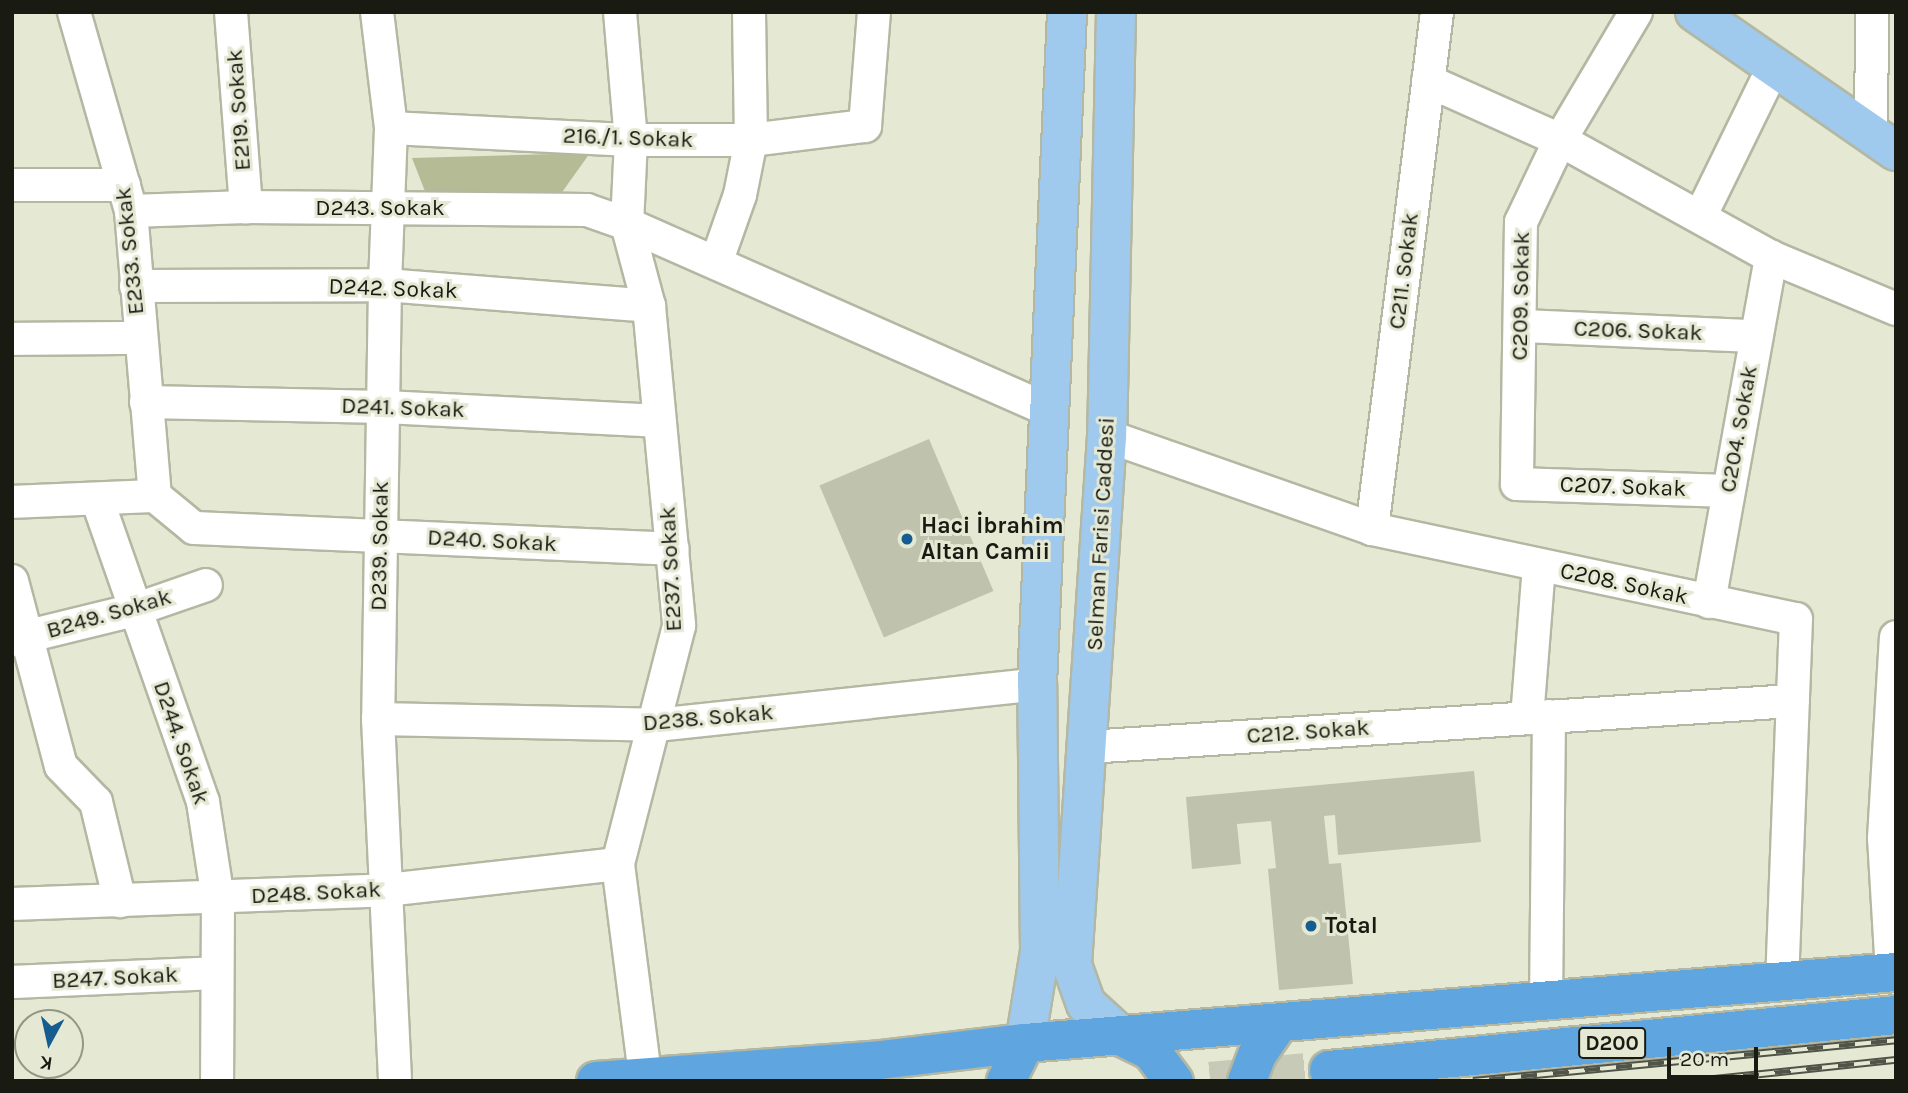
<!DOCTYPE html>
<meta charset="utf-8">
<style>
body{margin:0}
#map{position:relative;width:1908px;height:1093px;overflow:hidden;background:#e5e9d3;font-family:Karla,sans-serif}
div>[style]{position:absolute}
.green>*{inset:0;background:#b5bb95}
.building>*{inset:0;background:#bfc3ad;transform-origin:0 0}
.highway-tunnel>*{height:38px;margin-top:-19px;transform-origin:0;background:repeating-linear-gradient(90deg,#c6cab6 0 38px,transparent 0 57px)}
.roads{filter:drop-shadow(2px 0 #b4b7a2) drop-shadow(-2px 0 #b4b7a2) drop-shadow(0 2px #b4b7a2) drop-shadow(0 -2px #b4b7a2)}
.minor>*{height:32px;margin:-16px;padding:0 16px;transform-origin:16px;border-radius:16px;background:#fff}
.major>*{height:38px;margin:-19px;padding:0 19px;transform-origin:19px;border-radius:19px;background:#9fcaed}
.highway>*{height:38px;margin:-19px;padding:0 19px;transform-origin:19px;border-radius:19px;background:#5fa6e1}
.rail>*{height:8px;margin-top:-4px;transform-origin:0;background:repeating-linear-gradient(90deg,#e5e9d3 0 16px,#505347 0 32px);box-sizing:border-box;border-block:2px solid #505347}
.dots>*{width:19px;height:19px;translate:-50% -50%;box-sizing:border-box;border:4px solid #e5e9d3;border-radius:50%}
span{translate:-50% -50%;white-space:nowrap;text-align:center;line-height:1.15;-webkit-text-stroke:6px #e5e9d3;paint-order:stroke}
.shield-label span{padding:2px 5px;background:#e5e9d3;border:2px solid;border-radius:5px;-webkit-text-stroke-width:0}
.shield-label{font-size:21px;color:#191b13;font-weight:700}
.street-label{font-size:23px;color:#191b13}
.poi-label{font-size:23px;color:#191b13;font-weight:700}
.left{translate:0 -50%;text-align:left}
.frame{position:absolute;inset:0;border:14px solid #191b13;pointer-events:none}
.north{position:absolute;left:14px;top:1009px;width:70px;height:70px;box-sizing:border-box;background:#e5e9d3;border:2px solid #939786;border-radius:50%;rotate:188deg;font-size:19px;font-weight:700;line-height:28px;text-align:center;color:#191b13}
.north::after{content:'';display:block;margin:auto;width:24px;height:32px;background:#155d91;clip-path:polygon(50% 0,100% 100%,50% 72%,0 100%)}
.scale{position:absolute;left:1667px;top:1047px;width:91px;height:32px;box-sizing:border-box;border:4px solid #191b13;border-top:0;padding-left:9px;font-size:21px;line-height:24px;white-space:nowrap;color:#191b13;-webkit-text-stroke:5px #e5e9d3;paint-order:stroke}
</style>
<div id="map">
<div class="green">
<div style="clip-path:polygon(590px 153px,560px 195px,428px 199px,412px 158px)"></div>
</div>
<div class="building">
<div style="left:929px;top:439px;width:165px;height:119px;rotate:67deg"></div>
<div style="clip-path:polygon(1474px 771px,1481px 842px,1338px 855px,1335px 815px,1324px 816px,1329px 864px,1341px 863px,1353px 984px,1279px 990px,1268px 869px,1276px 868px,1271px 821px,1237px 824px,1241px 864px,1192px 869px,1186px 797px)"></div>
</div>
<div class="highway-tunnel">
<div style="left:1210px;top:1081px;width:120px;rotate:-5.3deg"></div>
</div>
<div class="roads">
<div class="minor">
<div style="left:74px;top:12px;width:207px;rotate:74deg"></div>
<div style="left:131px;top:211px;width:286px;rotate:85.2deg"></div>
<div style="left:231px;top:12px;width:196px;rotate:85.6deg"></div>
<div style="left:377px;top:12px;width:117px;rotate:83.1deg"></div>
<div style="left:391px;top:128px;width:157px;rotate:92.2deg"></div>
<div style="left:385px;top:285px;width:434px;rotate:90.9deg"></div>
<div style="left:378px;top:719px;width:362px;rotate:87.3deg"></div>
<div style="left:620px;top:12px;width:128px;rotate:85.1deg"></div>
<div style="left:631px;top:140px;width:84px;rotate:92.7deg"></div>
<div style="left:627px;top:224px;width:85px;rotate:75deg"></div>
<div style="left:649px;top:306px;width:321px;rotate:84.6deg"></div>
<div style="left:679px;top:626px;width:246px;rotate:104.4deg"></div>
<div style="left:618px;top:864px;width:214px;rotate:82.7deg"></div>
<div style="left:1636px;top:12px;width:149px;rotate:120.7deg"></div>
<div style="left:1560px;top:140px;width:91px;rotate:115.4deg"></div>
<div style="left:1521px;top:222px;width:262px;rotate:90.9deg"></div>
<div style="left:1517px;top:484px;width:211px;rotate:1.9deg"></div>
<div style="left:1428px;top:81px;width:145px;rotate:24.1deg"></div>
<div style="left:1560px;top:140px;width:241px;rotate:29deg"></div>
<div style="left:1771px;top:257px;width:135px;rotate:22.6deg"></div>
<div style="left:391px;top:128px;width:240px;rotate:2.9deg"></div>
<div style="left:631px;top:140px;width:120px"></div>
<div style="left:751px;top:140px;width:115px;rotate:-7deg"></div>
<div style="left:865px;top:126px;width:114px;rotate:-85.5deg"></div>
<div style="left:1871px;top:132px;width:120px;rotate:-89.5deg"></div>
<div style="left:12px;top:185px;width:112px"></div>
<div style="left:131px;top:211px;width:115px;rotate:-2deg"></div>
<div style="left:246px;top:207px;width:341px;rotate:0.5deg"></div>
<div style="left:587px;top:210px;width:42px;rotate:19.3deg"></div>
<div style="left:627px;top:224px;width:461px;rotate:23.8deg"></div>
<div style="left:1700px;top:217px;width:168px;rotate:-63.9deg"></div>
<div style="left:716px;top:263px;width:72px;rotate:-70.6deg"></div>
<div style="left:740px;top:195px;width:56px;rotate:-78.7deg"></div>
<div style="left:751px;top:140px;width:128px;rotate:-90.9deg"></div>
<div style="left:136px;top:286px;width:249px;rotate:-0.2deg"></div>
<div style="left:385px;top:285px;width:265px;rotate:4.5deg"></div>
<div style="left:1522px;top:326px;width:233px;rotate:2.5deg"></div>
<div style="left:12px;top:339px;width:127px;rotate:-0.5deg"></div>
<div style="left:146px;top:402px;width:239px;rotate:1.2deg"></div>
<div style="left:385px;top:407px;width:274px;rotate:2.9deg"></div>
<div style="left:1107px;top:436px;width:281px;rotate:19.3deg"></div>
<div style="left:1372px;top:529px;width:433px;rotate:12deg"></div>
<div style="left:1796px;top:619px;width:363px;rotate:92.2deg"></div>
<div style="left:155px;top:496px;width:50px;rotate:39.4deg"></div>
<div style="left:194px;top:528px;width:479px;rotate:2.5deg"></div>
<div style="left:97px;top:499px;width:321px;rotate:70.7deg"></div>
<div style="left:203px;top:802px;width:98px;rotate:81.2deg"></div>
<div style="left:218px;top:899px;width:182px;rotate:90.3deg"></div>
<div style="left:12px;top:502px;width:143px;rotate:-2.4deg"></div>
<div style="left:1372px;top:529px;width:521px;rotate:-82.83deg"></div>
<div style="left:12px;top:581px;width:191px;rotate:75.2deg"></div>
<div style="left:61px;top:766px;width:50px;rotate:45.8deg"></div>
<div style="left:96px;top:802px;width:102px;rotate:76.4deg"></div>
<div style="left:1709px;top:602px;width:351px;rotate:-79.8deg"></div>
<div style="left:12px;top:640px;width:126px;rotate:-13.8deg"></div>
<div style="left:134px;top:610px;width:76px;rotate:-19.1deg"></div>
<div style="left:1527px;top:718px;width:152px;rotate:-85.5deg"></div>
<div style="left:378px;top:719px;width:278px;rotate:1.2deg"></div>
<div style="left:656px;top:725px;width:383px;rotate:-6.1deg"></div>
<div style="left:1088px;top:747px;width:706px;rotate:-3.74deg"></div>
<div style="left:12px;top:904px;width:374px;rotate:-2.1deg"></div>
<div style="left:386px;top:890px;width:233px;rotate:-6.4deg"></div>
<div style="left:1892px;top:972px;width:134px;rotate:-93.4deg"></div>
<div style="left:1884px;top:838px;width:201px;rotate:-86.6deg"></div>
<div style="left:12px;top:982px;width:205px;rotate:-2.5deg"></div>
<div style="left:1546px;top:1002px;width:286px;rotate:-89.4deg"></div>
</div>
<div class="major">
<div style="left:1116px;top:12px;width:424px;rotate:91.2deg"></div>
<div style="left:1107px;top:436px;width:530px;rotate:93.79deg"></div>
<div style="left:1072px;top:965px;width:41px;rotate:70.3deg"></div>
<div style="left:1086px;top:1004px;width:49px;rotate:42.5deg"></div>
<div style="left:1695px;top:12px;width:244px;rotate:34.7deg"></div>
<div style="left:1025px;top:1043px;width:93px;rotate:-80.7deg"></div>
<div style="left:1040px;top:951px;width:267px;rotate:-90.6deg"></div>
<div style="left:1037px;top:684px;width:673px;rotate:-87.44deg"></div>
</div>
<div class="highway">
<div style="left:1122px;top:1037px;width:32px;rotate:26deg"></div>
<div style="left:1151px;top:1051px;width:38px;rotate:53deg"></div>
<div style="left:1329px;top:1070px;width:570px;rotate:-5.54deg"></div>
<div style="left:596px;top:1081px;width:285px;rotate:-4.2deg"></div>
<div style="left:880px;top:1060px;width:146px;rotate:-6.7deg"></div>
<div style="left:1025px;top:1043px;width:874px;rotate:-4.66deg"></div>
<div style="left:1006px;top:1081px;width:42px;rotate:-63.4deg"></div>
<div style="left:1247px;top:1081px;width:30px;rotate:-69deg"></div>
<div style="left:1258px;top:1053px;width:35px;rotate:-55deg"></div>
</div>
</div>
<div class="rail">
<div style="left:1473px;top:1081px;width:425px;rotate:-5.5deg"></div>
<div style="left:1695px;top:1081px;width:202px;rotate:-6deg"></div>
</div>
<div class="dots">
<div style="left:907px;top:539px;background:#155d91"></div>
<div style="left:1311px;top:926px;background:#155d91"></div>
</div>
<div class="shield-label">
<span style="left:1612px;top:1043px">D200</span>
</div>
<div class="street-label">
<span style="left:239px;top:110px;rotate:-94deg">E219. Sokak</span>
<span style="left:628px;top:138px;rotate:2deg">216./1. Sokak</span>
<span style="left:380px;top:208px">D243. Sokak</span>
<span style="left:130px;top:251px;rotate:-96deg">E233. Sokak</span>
<span style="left:1404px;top:271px;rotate:-83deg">C211. Sokak</span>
<span style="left:393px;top:289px;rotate:2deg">D242. Sokak</span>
<span style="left:1521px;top:296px;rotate:-89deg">C209. Sokak</span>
<span style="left:1638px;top:331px;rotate:2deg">C206. Sokak</span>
<span style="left:403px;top:408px;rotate:2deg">D241. Sokak</span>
<span style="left:1739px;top:429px;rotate:-80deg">C204. Sokak</span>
<span style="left:1623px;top:487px;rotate:2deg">C207. Sokak</span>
<span style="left:1101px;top:534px;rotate:-87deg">Selman Farisi Caddesi</span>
<span style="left:492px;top:541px;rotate:3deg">D240. Sokak</span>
<span style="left:380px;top:546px;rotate:-89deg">D239. Sokak</span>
<span style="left:671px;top:569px;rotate:-93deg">E237. Sokak</span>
<span style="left:1624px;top:584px;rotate:12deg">C208. Sokak</span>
<span style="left:109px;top:614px;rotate:-16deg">B249. Sokak</span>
<span style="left:708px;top:718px;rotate:-5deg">D238. Sokak</span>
<span style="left:1308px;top:732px;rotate:-4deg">C212. Sokak</span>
<span style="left:181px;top:743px;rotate:71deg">D244. Sokak</span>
<span style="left:316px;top:893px;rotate:-3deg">D248. Sokak</span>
<span style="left:115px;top:978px;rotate:-3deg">B247. Sokak</span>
</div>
<div class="poi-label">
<span class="left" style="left:921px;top:539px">Haci İbrahim<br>Altan Camii</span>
<span class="left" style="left:1325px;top:926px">Total</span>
</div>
<div class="frame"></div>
<div class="north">K</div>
<div class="scale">20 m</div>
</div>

■ Exercise aim ■
Exactly repeat the material from its first line through the line with "0 #b4b7a2) drop-shadow(-2px", including both, and leave the pictures and everything else out.

■ Result below ■
<!DOCTYPE html>
<meta charset="utf-8">
<style>
body{margin:0}
#map{position:relative;width:1908px;height:1093px;overflow:hidden;background:#e5e9d3;font-family:Karla,sans-serif}
div>[style]{position:absolute}
.green>*{inset:0;background:#b5bb95}
.building>*{inset:0;background:#bfc3ad;transform-origin:0 0}
.highway-tunnel>*{height:38px;margin-top:-19px;transform-origin:0;background:repeating-linear-gradient(90deg,#c6cab6 0 38px,transparent 0 57px)}
.roads{filter:drop-shadow(2px 0 #b4b7a2) drop-shadow(-2px 0 #b4b7a2) drop-shadow(0 2px #b4b7a2) drop-shadow(0 -2px #b4b7a2)}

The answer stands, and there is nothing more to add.